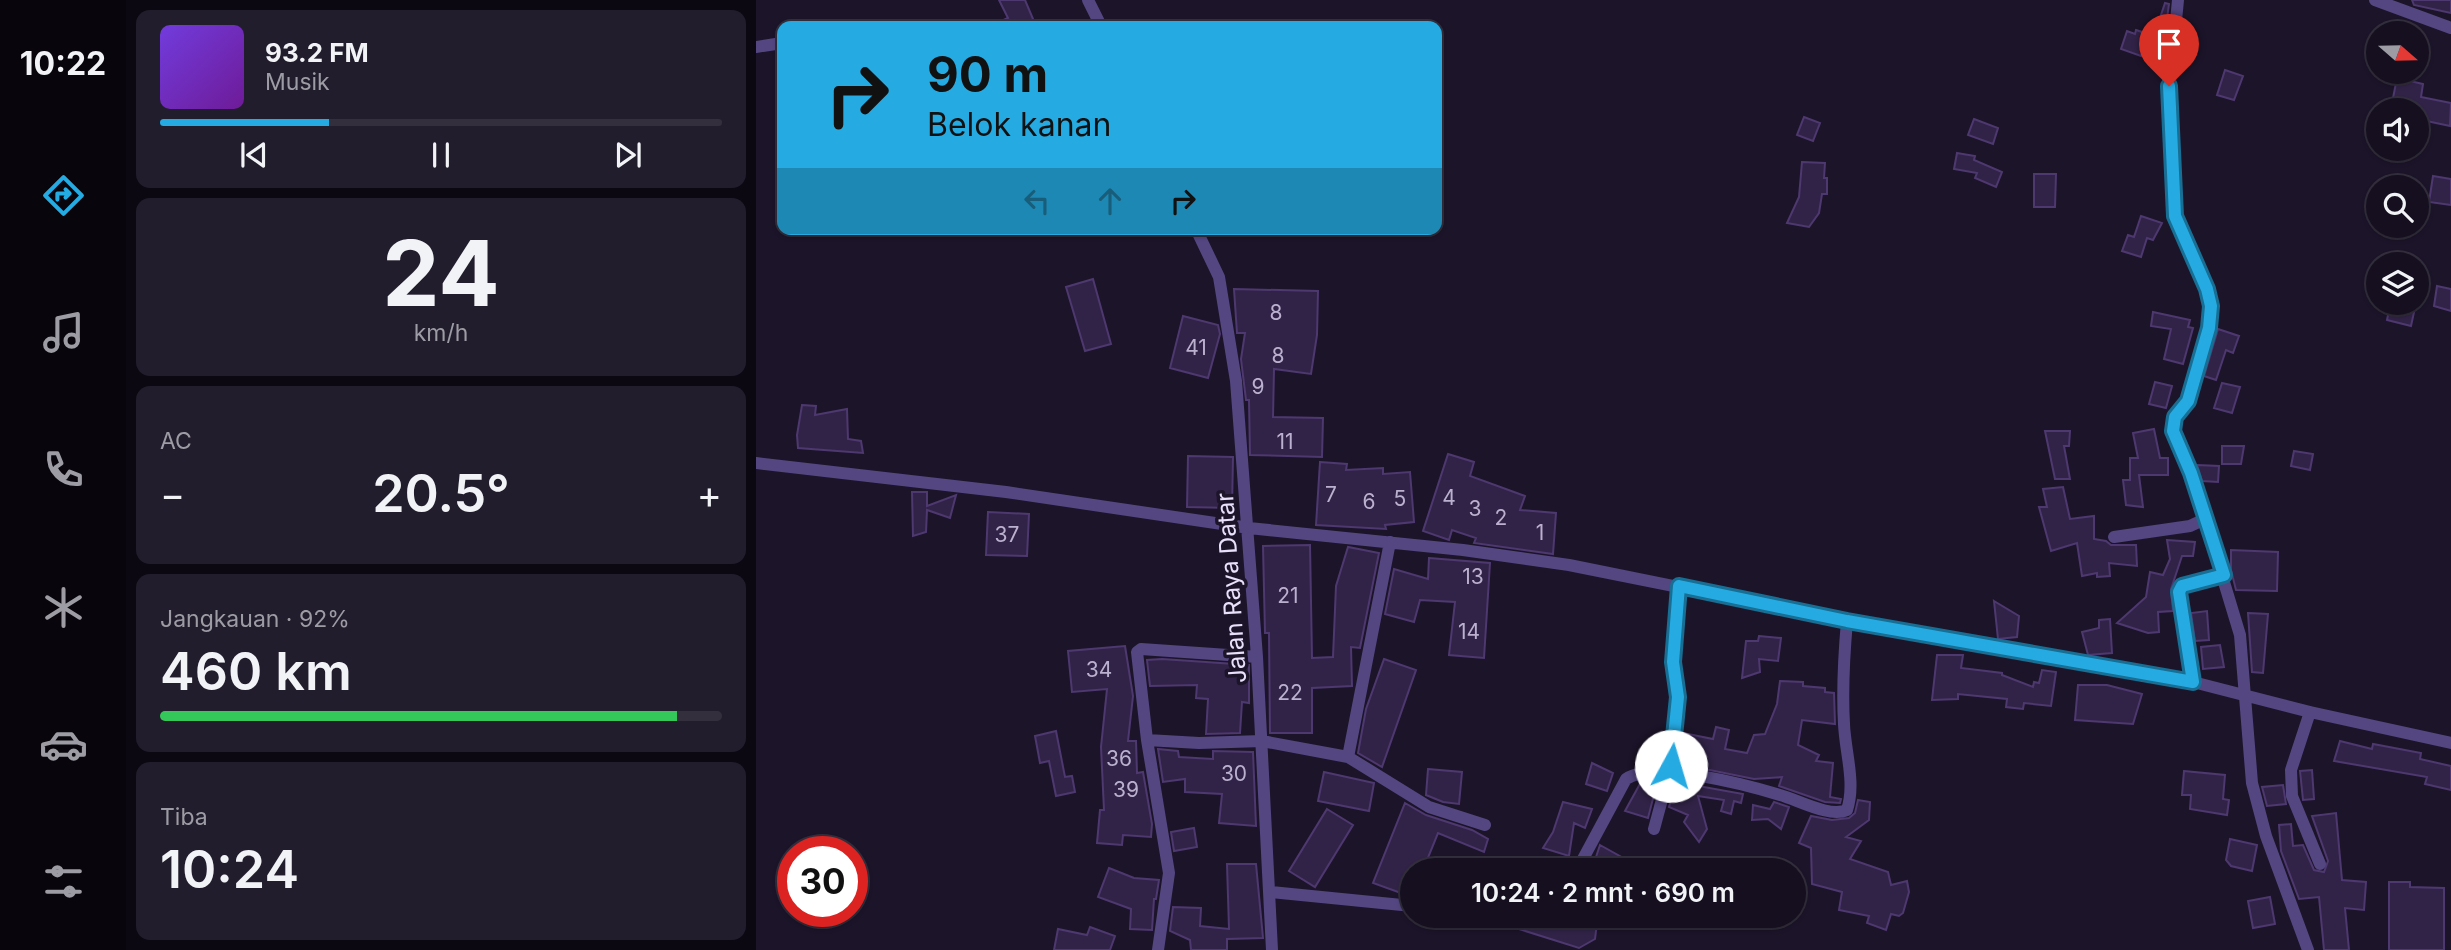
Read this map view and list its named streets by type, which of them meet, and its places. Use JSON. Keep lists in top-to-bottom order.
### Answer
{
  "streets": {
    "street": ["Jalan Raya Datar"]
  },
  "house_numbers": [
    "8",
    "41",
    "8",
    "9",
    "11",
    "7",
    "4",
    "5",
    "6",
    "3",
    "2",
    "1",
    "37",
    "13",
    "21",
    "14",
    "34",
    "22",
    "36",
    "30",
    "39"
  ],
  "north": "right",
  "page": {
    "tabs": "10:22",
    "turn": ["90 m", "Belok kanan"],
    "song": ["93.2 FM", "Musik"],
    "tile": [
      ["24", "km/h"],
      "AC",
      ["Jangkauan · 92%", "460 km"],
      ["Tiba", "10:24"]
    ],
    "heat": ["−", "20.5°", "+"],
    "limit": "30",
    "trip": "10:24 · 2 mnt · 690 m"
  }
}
======
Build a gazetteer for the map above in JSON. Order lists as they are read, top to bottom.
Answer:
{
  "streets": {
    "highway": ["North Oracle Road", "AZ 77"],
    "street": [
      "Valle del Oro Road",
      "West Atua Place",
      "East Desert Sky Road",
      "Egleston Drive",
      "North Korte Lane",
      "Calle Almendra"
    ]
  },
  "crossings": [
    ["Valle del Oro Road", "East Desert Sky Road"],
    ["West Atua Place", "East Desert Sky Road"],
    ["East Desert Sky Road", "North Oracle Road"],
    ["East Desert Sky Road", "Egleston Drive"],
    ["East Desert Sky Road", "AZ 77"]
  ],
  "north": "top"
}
======
What to do: Examine each line of the records above and tally those with the string "bottom". State the total alone.

Answer to the problem: 2